Altaf Halde: There are two levels of maturity. One class of customers is in an advanced phase and understands the requirements and the potential of cloud. The second level has identified the importance but needs partners like us to help them understand the potential and then implement. Moreover, the customers trust and see us as a partner in real terms when we go as a consultant whereas they perceive us as a seller when we represent a product company.

K K Mookhey: The consumers with installed cybersecurity infrastructure worth millions of dollars have come to the realization that they do want to explore the Opex or as-a-service model. The other type of customers who are yet to take a decision on their cybersecurity spend are also exploring the same model. They are becoming averse to the Capex model with mandates even coming from as higher an authority like the board of the company to freeze the Capex expenditure.

You have also launched new products and are in the process of entering into new LoBs. What’s the latest update?
K K Mookhey: I have a mantra in business- if a company does more than three times of the same thing, then either it doesn’t know its business or it doesn’t know enough about the space of cybersecurity. Companies should automate routine activities.

This thought is the genesis for our product ‘Firesec’. I was working on a firewall review project from a telecom company. There were 100 firewalls with the largest firewall having close to 15,000 rules. To review it manually wasn’t possible. We automated it by writing code for doing the review. This is the birth story of Firesec. The challenge with most of the end users is they are not able to optimally use the mammoth cybersecurity infrastructure bought over the years. Firesec helps them do just that. It passes through the network and recommends changes and suggests how certain security products can be better configured. Firesec not only helps in automation but also orchestration, wherein IP blocking and rule development can be automated after a ticket has been generated in response to an incident identified by the SIEM solution in the Security Operations Center (SOC). This is currently done manually by the L1 and L2 staff at the SOC. Firesec will be able to integrate with all the security technologies and examine if they are optimally configured.

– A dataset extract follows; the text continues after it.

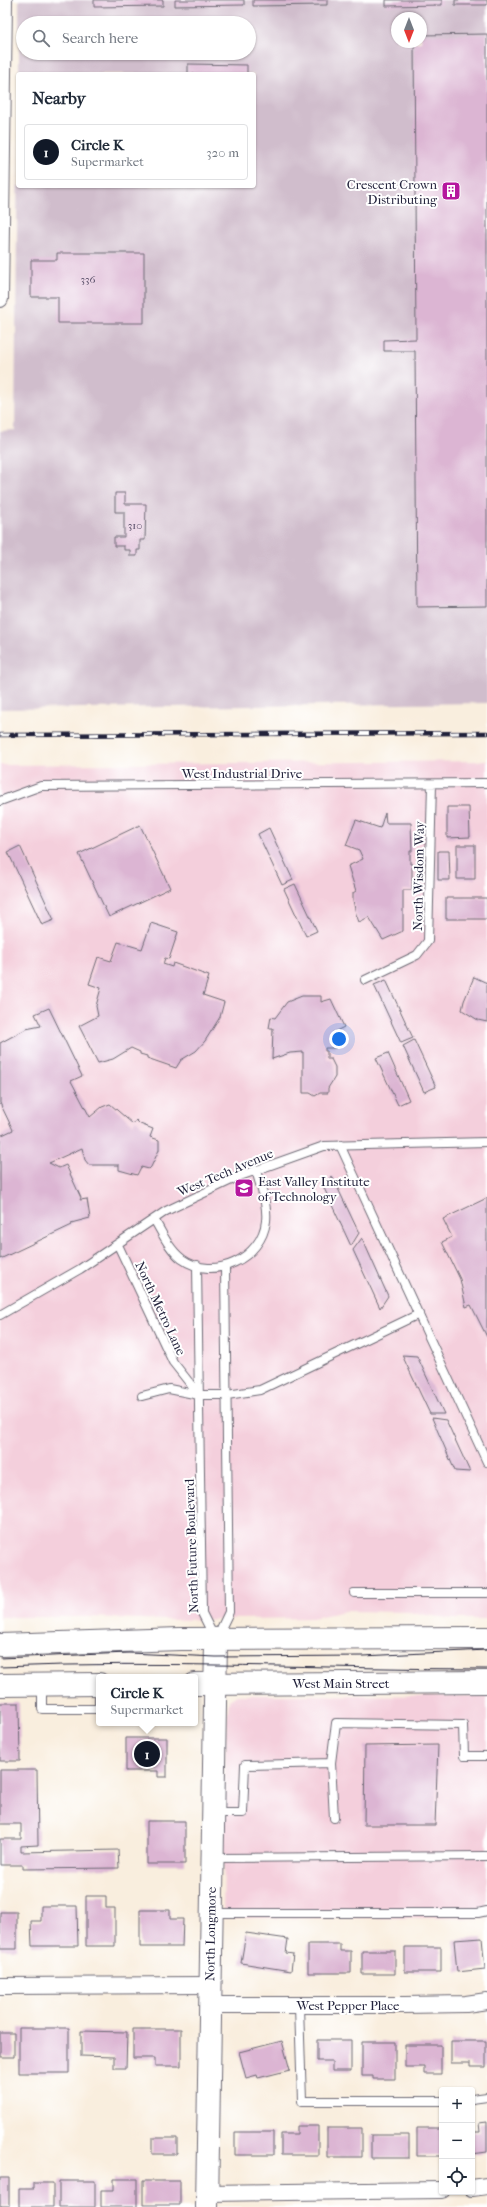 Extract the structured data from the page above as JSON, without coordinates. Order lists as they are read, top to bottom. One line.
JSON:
{"streets":{"main road":["West Main Street","North Longmore"],"street":["West Pepper Place"],"lane":["West Industrial Drive","North Wisdom Way","West Tech Avenue","North Metro Lane","North Future Boulevard"]},"crossings":[["West Industrial Drive","North Wisdom Way"],["West Tech Avenue","North Metro Lane"],["North Metro Lane","North Future Boulevard"],["North Future Boulevard","North Longmore"],["West Main Street","North Longmore"],["North Longmore","West Pepper Place"]],"places":{"building":["Crescent Crown Distributing"],"school or university":["East Valley Institute of Technology"]},"house_numbers":["336","310"],"north":"bottom","page":{"search":"Search here","heading":"Nearby","list":[{"mark":"1","name":"Circle K","note":"Supermarket","value":"320 m"}],"popup":["Circle K","Supermarket"],"pins":"1","map_buttons":["+","−"]}}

Our other offering, ‘Insight’, is a Big Data analytics product for the security analysts. It’s provided as a service by doing a ‘Compromise Assessment’. We plug the product at the end user location and tell them whether they have been hacked already. But they are unaware about it. Insight has been built on the ‘elastic’ stack platform. It was realized that Elastic can be used to deliver threat hunting, CISO dashboards etc. Hitherto the traditional solutions weren’t able to do the analysis because they couldn’t take the massive amount of log volume. Elastic is able to intake gigabytes of logs and do the analysis before designing user friendly dashboards to bring the analysis to the fore.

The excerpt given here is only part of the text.